Though readers of the series will surely enjoy The Book of Life,
unfamiliarity with the intricate plot begun in the earlier volume may
make this a confusing read for newcomers. Instead, start at book one, as
the entire trilogy is a delightful plunge into the world of magic,
witches and vampires, where love breaks all rules and happy endings are
possible. --Lee E. Cart, freelance writer
and book reviewer
I was thrilled that Matthew and Diana were back in this century, but at the same time, they both felt out of sync with this time period, and it set up an unease that was one of the threads woven throughout the book.

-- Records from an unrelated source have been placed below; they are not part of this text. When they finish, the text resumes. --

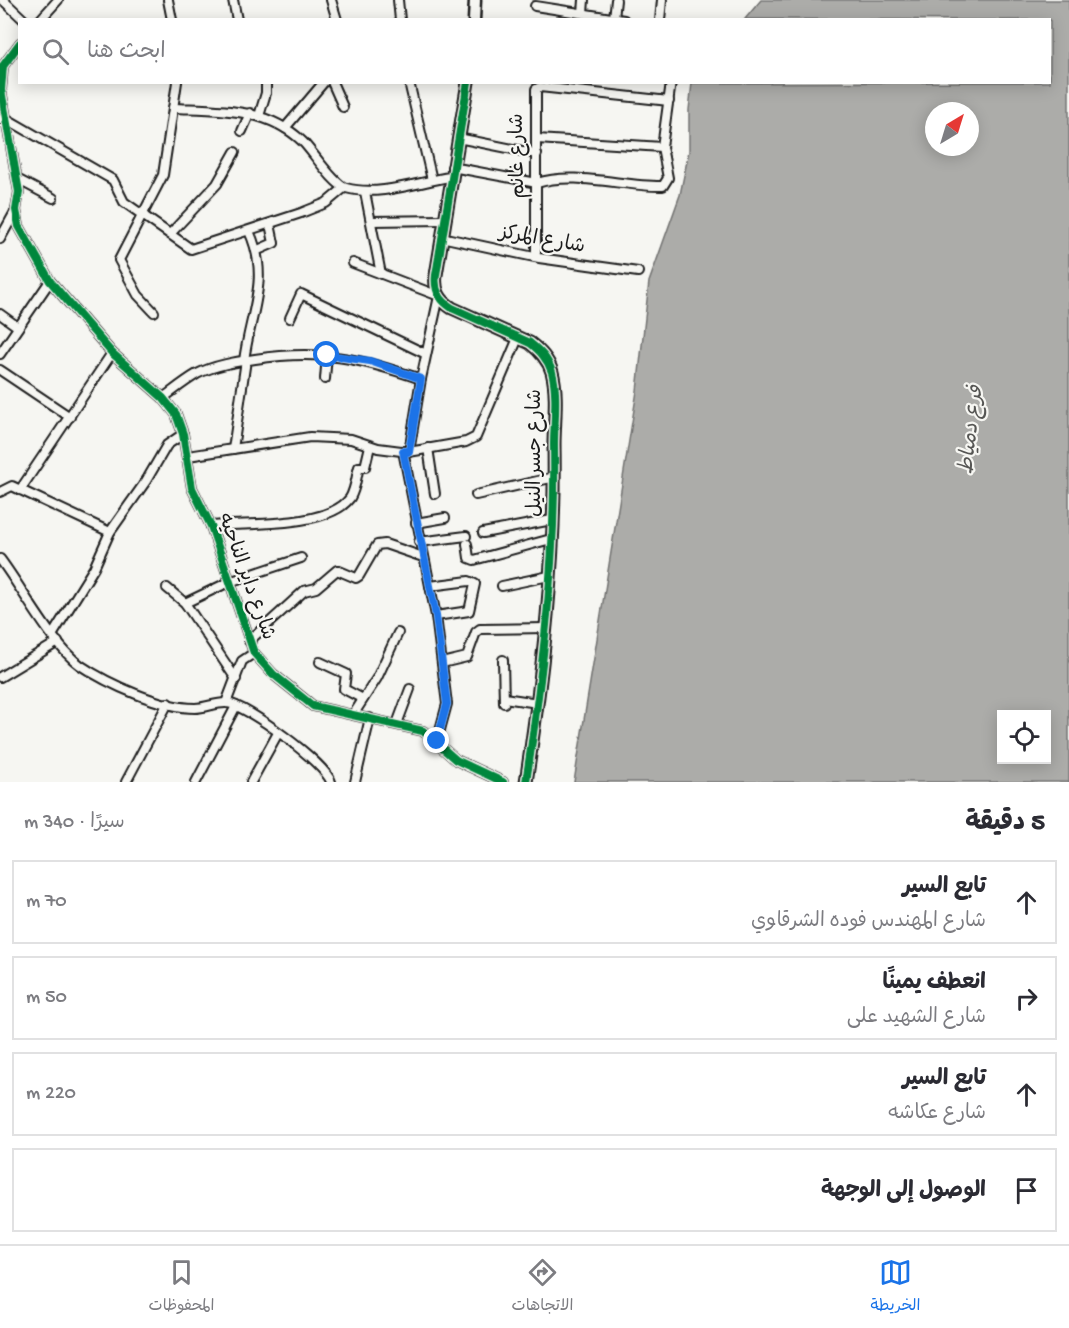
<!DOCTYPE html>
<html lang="ar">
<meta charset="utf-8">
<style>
:root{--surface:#fff;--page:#f7f7f7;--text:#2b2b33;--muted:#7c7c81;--line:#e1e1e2;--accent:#1a73e8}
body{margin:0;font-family:"Gochi Hand","Playpen Sans Arabic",sans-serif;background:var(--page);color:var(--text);direction:rtl}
.controls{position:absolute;right:18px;bottom:18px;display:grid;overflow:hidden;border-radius:0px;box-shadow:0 3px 15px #0003}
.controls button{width:54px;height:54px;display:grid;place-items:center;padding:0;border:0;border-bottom:2px solid var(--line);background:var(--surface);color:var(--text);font:30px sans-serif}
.compass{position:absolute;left:925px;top:102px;width:54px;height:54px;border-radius:50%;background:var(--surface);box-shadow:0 3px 15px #0003;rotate:38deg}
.stop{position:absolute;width:18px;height:18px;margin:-14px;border:4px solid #1a73e8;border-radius:50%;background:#fff}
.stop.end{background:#1a73e8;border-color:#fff;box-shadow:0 2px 6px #0008}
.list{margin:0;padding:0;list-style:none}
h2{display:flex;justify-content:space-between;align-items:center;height:78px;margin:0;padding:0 24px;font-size:26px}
h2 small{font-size:20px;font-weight:400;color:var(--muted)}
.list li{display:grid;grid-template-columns:39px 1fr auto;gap:18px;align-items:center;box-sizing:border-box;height:84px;margin:0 12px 12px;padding:0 12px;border:2px solid var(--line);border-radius:0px}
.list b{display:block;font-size:22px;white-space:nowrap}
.list p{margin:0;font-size:20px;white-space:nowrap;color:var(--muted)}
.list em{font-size:20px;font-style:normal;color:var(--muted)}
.icon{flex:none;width:33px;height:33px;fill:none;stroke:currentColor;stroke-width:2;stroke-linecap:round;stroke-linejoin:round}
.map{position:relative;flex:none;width:1069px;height:782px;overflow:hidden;direction:ltr}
.search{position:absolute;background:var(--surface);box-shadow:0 3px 15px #0003;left:18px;right:18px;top:18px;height:66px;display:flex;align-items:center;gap:15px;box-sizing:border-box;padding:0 21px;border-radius:0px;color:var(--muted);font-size:22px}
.sheet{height:462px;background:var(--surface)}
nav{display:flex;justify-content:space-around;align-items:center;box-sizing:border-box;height:84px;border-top:2px solid var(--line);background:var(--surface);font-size:16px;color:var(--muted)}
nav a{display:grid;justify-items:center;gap:3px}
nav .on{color:var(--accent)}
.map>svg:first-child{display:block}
.water{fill:#acaca9;stroke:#727271;stroke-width:1.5;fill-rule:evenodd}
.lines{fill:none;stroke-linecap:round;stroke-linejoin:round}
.street-casing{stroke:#1c1c1c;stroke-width:12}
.secondary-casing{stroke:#1c1c1c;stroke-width:15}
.street{stroke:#f6f6f2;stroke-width:8}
.secondary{stroke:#f6f6f2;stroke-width:10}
.cycleway-casing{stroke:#f6f6f2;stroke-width:11}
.cycleway{stroke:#00873e;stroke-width:8}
.route{stroke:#1a73e8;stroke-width:8}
.labels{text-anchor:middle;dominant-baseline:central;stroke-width:4.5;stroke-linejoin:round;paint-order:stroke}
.street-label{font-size:20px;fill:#1c1c1c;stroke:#f6f6f2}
.water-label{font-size:21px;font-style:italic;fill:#565654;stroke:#f6f6f2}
</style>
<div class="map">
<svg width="1069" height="782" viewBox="0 0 1069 782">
<rect width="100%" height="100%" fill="#f6f6f2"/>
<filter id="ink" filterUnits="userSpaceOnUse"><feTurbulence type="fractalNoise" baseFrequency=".0167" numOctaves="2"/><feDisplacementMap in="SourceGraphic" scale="12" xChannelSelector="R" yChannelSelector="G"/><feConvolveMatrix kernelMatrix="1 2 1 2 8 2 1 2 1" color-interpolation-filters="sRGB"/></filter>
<g filter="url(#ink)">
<path class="water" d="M761,0h308v782h-495l63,-391 12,-109 31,-87 9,-44v-41l3,-27 358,-1v-62l-305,-1zM934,111h36v36h-36zM1002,714h44v46h-44z"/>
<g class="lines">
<defs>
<g id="street">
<path d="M3,0l21,20"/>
<path d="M168,0l4,20"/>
<path d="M233,0l4,20"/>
<path d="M331,0l6,20"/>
<path d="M398,0l2,20"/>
<path d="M535,6l89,14"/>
<path d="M583,13l1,-13"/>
<path d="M614,18l2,-18"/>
<path d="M40,20l18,-20"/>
<path d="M660,20l2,-20"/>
<path d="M20,43l-17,23 -2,24 18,102 -3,18 3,16 31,55 62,72 51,45 13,16 7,20 9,54 19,38 43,127 19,21 40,32 110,25 33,29 47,22"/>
<path d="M332,82l11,25"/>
<path d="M409,82l23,98"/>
<path d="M173,108c46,2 94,-1 130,34 10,10 31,43 43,46 33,9 72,-6 104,-11"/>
<path d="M259,116l7,-23v-11"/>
<path d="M0,119h7l106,61 11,22 67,47 110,-36 25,-10 18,-15"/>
<path d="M285,128l39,-46"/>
<path d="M242,131l8,-18"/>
<path d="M458,138l79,16"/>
<path d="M537,139l125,8"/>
<path d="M452,167l85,16c37,-12 88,4 126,3l5,-8 -6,-31 9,-65"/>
<path d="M17,179l36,19"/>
<path d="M365,192l16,82"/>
<path d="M371,221l73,-1"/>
<path d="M170,234l47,-50 18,-32"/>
<path d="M441,237l98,21 99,14"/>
<path d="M0,239l16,-29"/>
<path d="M258,250l16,-7 -4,-19"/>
<path d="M536,252v-163l4,-2 129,14"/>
<path d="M353,263l86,33 -18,83 -12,73"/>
<path d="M154,312l-16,-17 -19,-35 44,-85 14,-93"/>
<path d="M0,314l18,13"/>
<path d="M290,318l11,-24 125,60"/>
<path d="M0,354l50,-73"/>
<path d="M244,361c6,-49 27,-82 5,-130"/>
<path d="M0,370l70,47"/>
<path d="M325,379l2,-24"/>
<path d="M163,398c11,-8 22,-17 34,-24 18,-9 38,-12 58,-15 65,-10 104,-1 166,20"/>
<path d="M428,448l7,46"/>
<path d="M233,449l13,-89"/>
<path d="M403,451l33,165 11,88 -10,37"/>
<path d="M188,456l122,-19 41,2 27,9 31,4 57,-10 10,-5 42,-99"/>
<path d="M20,490l92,-137"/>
<path d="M0,492l12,-6 98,46"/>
<path d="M476,495l79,-18"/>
<path d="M416,523l29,-5"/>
<path d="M211,526c35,-3 117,2 139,-28 6,-10 6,-21 9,-31h6l5,-21"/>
<path d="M483,533l69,-13"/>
<path d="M419,542l47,-6"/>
<path d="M467,544l2,14 5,2 77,-21"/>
<path d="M0,559c22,29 52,86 80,106 28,19 81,43 115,43 11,0 22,-6 32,-5 20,2 99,61 104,79"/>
<path d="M430,586l39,-5 6,3 -6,27 -33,5"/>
<path d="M502,586l47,-10"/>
<path d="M167,588l18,15 51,76"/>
<path d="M185,603l44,-21 72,-24"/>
<path d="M53,634l41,-66 16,-36 36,-51 21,-36 16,-11"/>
<path d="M249,641l55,-50 12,-3 21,-18 19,8 3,-2 18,-31 8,-1 38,13"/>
<path d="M503,660l1,43"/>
<path d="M320,662l26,12 -2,15 19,10"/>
<path d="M442,663l25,-6 9,-25 4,-3 66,-1"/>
<path d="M0,677l58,-35"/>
<path d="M504,698l34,5"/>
<path d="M226,703l16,-42 12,-8"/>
<path d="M353,715l24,-37 21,-45"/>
<path d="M397,724l13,-35"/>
<path d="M126,782l42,-79"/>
<path d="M196,782l40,-76"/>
<path d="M251,782l27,-49"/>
<path d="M355,782l15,-64"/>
</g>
<g id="secondary">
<path d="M474,20l1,-20"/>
<path d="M468,82l-32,193c-2,15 3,25 16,33l78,35c10,8 18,16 22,29 6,22 2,50 2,73 2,112 -11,226 -28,337"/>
</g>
</defs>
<use href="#street" class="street-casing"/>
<use href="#secondary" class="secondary-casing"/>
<use href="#street" class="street"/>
<use href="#secondary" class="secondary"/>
<defs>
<g id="cycleway">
<path d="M20,43l-17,23 -2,24 18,102 -3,18 3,16 31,55 62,72 51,45 13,16 7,20 9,54 19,38 43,127 19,21 40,32 110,25 33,29 47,22"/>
<path d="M468,82l-32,193c-2,15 3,25 16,33l78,35c10,8 18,16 22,29 6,22 2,50 2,73 2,112 -11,226 -28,337"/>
</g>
</defs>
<use href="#cycleway" class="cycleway-casing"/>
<use href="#cycleway" class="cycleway"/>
</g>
</g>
<g class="lines" filter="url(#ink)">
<path class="route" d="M327,355l43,6 51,18 -12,73 -6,-1 33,165 11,88 -10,37"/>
</g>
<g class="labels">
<g class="street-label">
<text transform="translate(519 156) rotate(-91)">شارع غانم</text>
<text transform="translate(542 241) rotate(10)">شارع المركز</text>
<text transform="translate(536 453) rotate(-90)">شارع جسر النيل</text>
<text transform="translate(245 577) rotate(70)">شارع داير الناحيه</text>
</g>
<g class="water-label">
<text transform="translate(973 430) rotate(-83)">فرع دمياط</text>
</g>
</g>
</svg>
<div class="controls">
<button><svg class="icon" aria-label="locate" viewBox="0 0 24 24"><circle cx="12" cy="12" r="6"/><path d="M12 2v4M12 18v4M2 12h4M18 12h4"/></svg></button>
</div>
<svg class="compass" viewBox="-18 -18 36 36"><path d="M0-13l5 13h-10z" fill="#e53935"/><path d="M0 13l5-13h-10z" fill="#7c7c81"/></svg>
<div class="stop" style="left:327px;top:355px"></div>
<div class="stop end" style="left:437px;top:741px"></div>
<div class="search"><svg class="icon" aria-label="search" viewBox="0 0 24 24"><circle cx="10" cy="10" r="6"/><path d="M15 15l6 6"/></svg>ابحث هنا</div>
</div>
<section class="sheet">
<h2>5 دقيقة<small>سيرًا · 340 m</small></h2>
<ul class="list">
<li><svg class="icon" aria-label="ahead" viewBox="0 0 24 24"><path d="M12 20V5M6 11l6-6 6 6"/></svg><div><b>تابع السير</b><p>شارع المهندس فوده الشرقاوي</p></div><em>70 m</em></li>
<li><svg class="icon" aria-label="right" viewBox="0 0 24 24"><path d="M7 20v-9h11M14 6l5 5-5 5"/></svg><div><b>انعطف يمينًا</b><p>شارع الشهيد على</p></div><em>50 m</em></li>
<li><svg class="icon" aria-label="ahead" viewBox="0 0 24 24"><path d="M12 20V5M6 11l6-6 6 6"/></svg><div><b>تابع السير</b><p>شارع عكاشه</p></div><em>220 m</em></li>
<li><svg class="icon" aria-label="arrive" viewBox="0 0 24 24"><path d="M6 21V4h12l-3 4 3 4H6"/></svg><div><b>الوصول إلى الوجهة</b></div></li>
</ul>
</section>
<nav>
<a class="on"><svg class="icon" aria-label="map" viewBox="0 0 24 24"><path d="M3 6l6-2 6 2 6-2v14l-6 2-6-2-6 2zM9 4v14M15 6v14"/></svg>الخريطة</a>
<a><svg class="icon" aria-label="directions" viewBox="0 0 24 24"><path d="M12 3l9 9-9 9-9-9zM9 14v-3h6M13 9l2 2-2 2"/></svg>الاتجاهات</a>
<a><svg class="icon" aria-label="saved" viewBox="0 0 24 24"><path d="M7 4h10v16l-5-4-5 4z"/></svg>المحفوظات</a>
</nav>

Then there was the tension of Matthews vampire son, a psychopathic killer named Benjamin, who hates his father for abandoning him (instead of killing him, which is what he was told to do once they discovered his penchant for murder) and is determined to impregnate a witch as Matthew has done with Diana, though he rapes and tortures the witches he's kidnapped. Add to that the search for Ashmole 782, or the Book of Life, and that makes for a suspenseful, page-turning read. And though I've never been a fan of 'possessive' men who can't be out of sight of their beloved woman, whom they act like they own, Harkness made it clear that this is part of Matthews pathology as a vampire, that it is a physical need for him to be with his life mate, and that his old-world upbringing also comes into play, though he made an effort to give her as much freedom as he could muster. Meanwhile, Diana comes into her own as a witch, weaver and a 'time walker' and once her twins are born, she becomes the true force to be reckoned with, as she returns the Book of Life pages to the book itself, and then becomes the book, and ends up saving the day for everyone. I felt that every loose end was woven into a whole cloth with this book, though with the twins, I have a sneaking suspicion that Harkness could come out with a series about their lives as the offspring of a witch and a vampire. I must also mention how interesting I found the ancient horoscope signs and their meanings at the beginning of each chapter. Even if you view astrology as archetypes, as I do, you still find yourself marveling at the accuracy of the descriptions of what each sign is prone to bring into the world. I could not have enjoyed this book more, and of course it deserves an A, with the recommendation that anyone who has read the other two books by Harkness needs to finish the series with this fine volume. Plus, we can all still hope for the stories of the Bishop-de Clermont clan 15 years down the road.